The idea that a chapel might screen a film about a murderous coven of witches seems rather unlikely, but then finding a coven of witches practising the Black Arts in a ballet school in the Black Forest doesn’t seem entirely plausible either. Forty years ago, the notion that Dario Argento’s movie Suspiria would become the revered cult classic that it is today would have been dismissed as total poppycock.
Yet the film has endured, in part due to Argento’s set design, lighting, pacing and inspired set pieces. Its soundtrack has gone on to become one of the most influential of all time and Goblin’s masterful and simplistic score (and indeed much of the band’s work) has subsequently influenced the likes of Mogwai, Sunn O))), and notably John Carpenter, whose own score for Halloween owes Suspiria’s main theme a considerable debt. Whether Thom Yorke’s score for the forthcoming remake of the film will have such a far reaching impact remains to be seen, but Goblin will be a tough act to follow.
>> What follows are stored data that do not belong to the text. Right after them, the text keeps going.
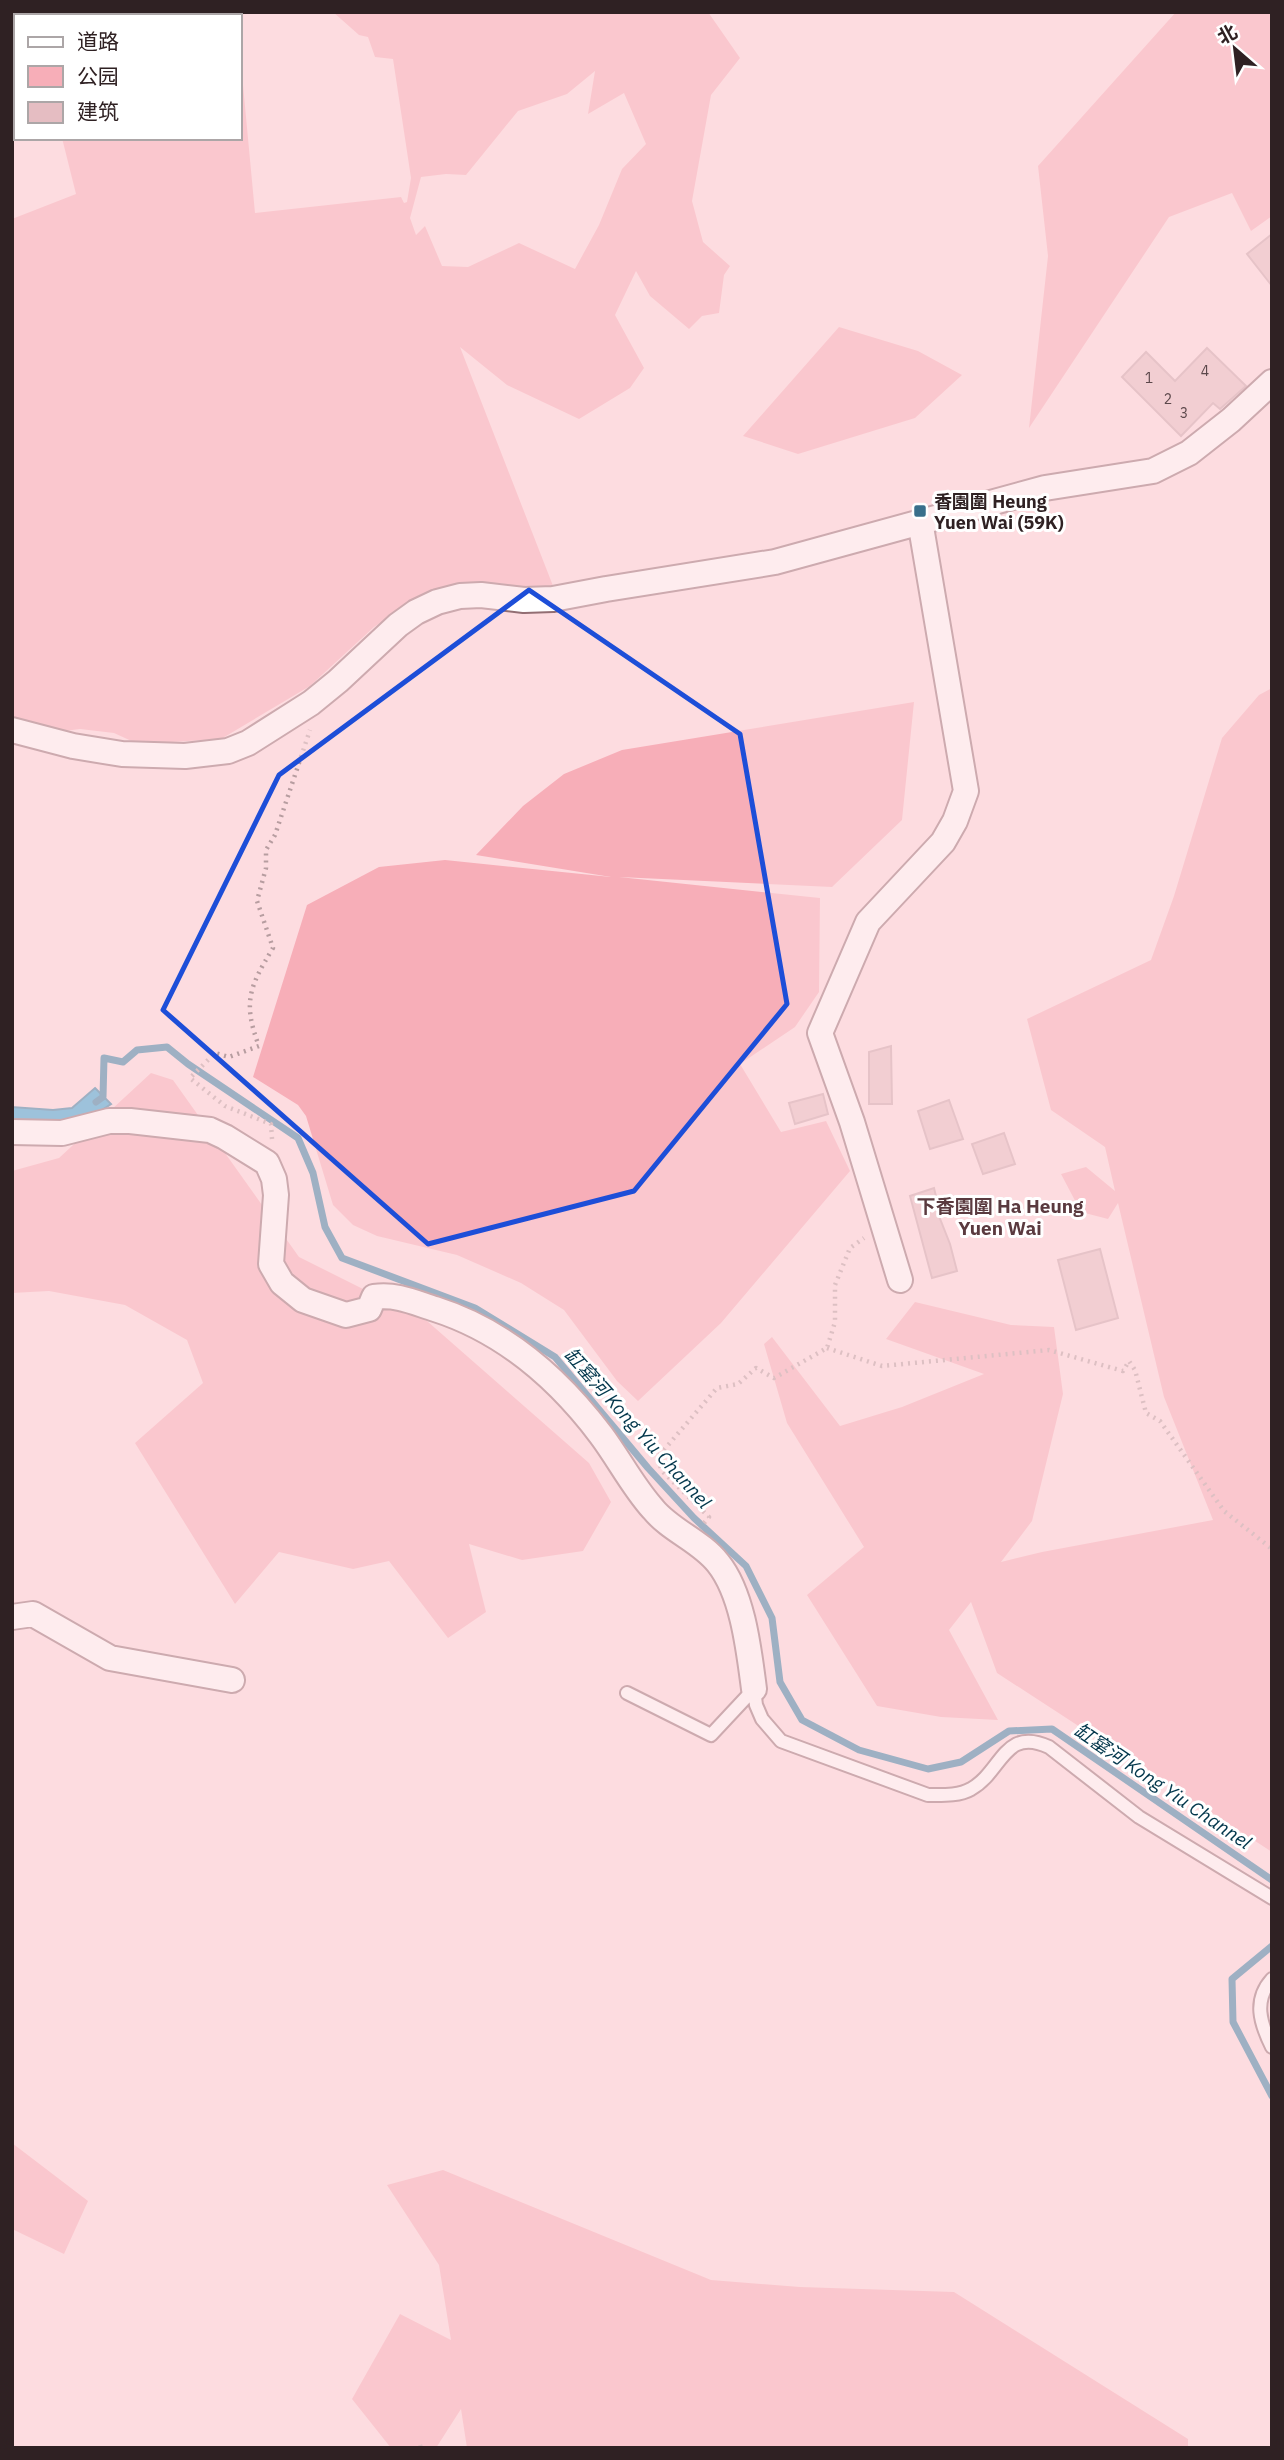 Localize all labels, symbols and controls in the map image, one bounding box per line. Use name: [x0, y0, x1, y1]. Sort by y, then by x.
legend: [14, 14, 242, 140]
north arrow: [1200, 14, 1270, 84]
text: 北: [1213, 19, 1241, 49]
text: 道路: [77, 27, 119, 55]
text: 公园: [77, 62, 119, 90]
text: 建筑: [77, 97, 119, 125]
house number: 4: [1201, 362, 1209, 380]
house number: 1: [1145, 369, 1153, 387]
house number: 2: [1164, 390, 1172, 408]
house number: 3: [1180, 404, 1188, 422]
place label: 香園圍 Heung Yuen Wai (59K): [934, 490, 1064, 534]
marker: 香園圍 Heung Yuen Wai (59K): [912, 503, 928, 519]
district label: 下香園圍 Ha Heung Yuen Wai: [916, 1194, 1084, 1240]
water label: 缸窰河 Kong Yiu Channel: [559, 1343, 717, 1513]
water label: 缸窰河 Kong Yiu Channel: [1070, 1718, 1256, 1854]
Beneath the Union Chapel’s huge circular stained glass window (that looks suspiciously like an iris) Claudio Simonetti takes his place behind his bank of synths, and Goblin start that familiar creepy repetitive motive. A quick glance up and Simonetti realises that the film is being projected incorrectly. It’s a false start, and a little light relief before we get underway in earnest. The light touch of humour at the start of the performance is welcome, but also serves to highlight that Suspiria does in fact have many moments of humour scattered alongside its moments of ultra-vivid moments of gore.
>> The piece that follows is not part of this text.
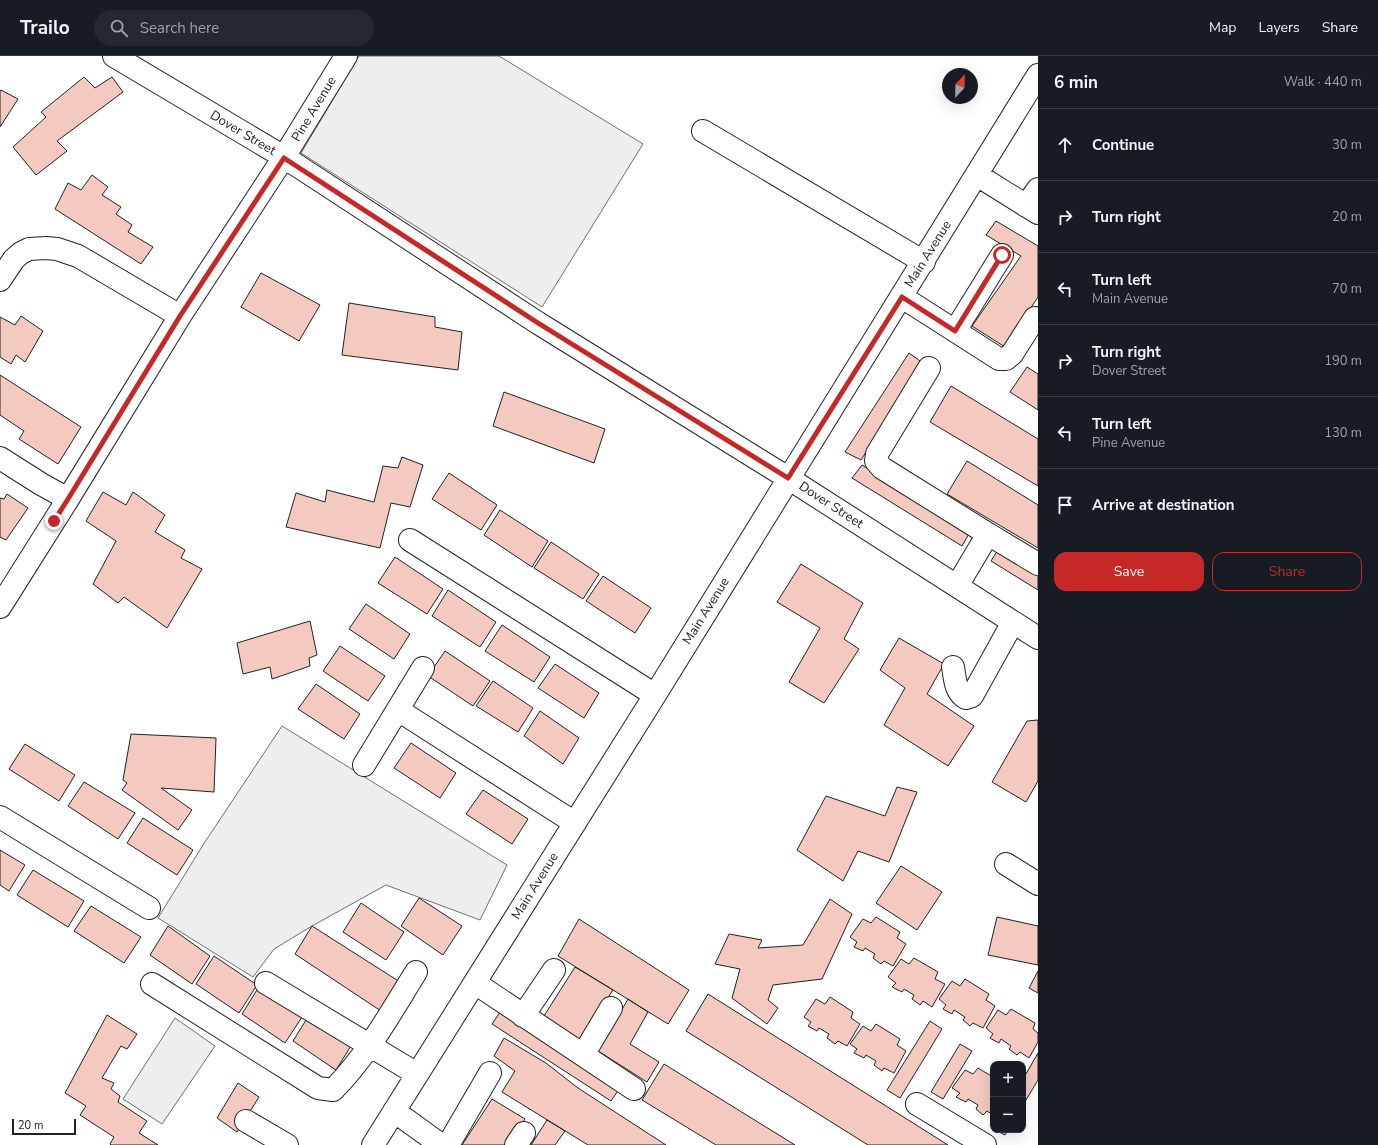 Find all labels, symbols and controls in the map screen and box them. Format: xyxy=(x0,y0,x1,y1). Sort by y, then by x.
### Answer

Some of the dialogue is clunky and the acting is at times laughable and yet there’s something about Suspiria that still has the power to genuinely unsettle audiences. Part of this is the down to Argento’s forceful use of colour in the film – constantly switching between red, blue, green and white light (the lighting technicians at the Chapel bathe the audience and band in blood red for much of tonight’s performance) but it is Goblin’s score that perhaps serves to plunge the dagger of fear right into the hearts of the audience.
From the moment Suzy Bannion walks through the airport, the Suspiria motif serves to highlight that even though this is just a scene of someone walking through an airport, something isn’t quite right. Add in those rasping “La La La La La La La” vocals and right from the off Goblin set the tone perfectly. At times the sheer volume of the band obliterates some of the dialogue, the rumbling drum rolls and that thundering bass pulse in particular keep everyone on the edge of their seat and highlight the fact that much of the film’s power comes directly from its soundtrack.
The switch between quiet and loud provides most of the jolts as the film progresses, and when the maggots start to fall from the ceiling, the band provide a wave of sonic assault that becomes almost claustrophobic. It might be 40 years old, but there’s no doubting that Suspiria deserves its cult classic status. Everything about it, even the occasionally clunky acting, is perfect. Both Argento and Goblin have had their imitators over the years, but few have got the mix of image and sound quite as perfect as this wonderful slice of cinematic history.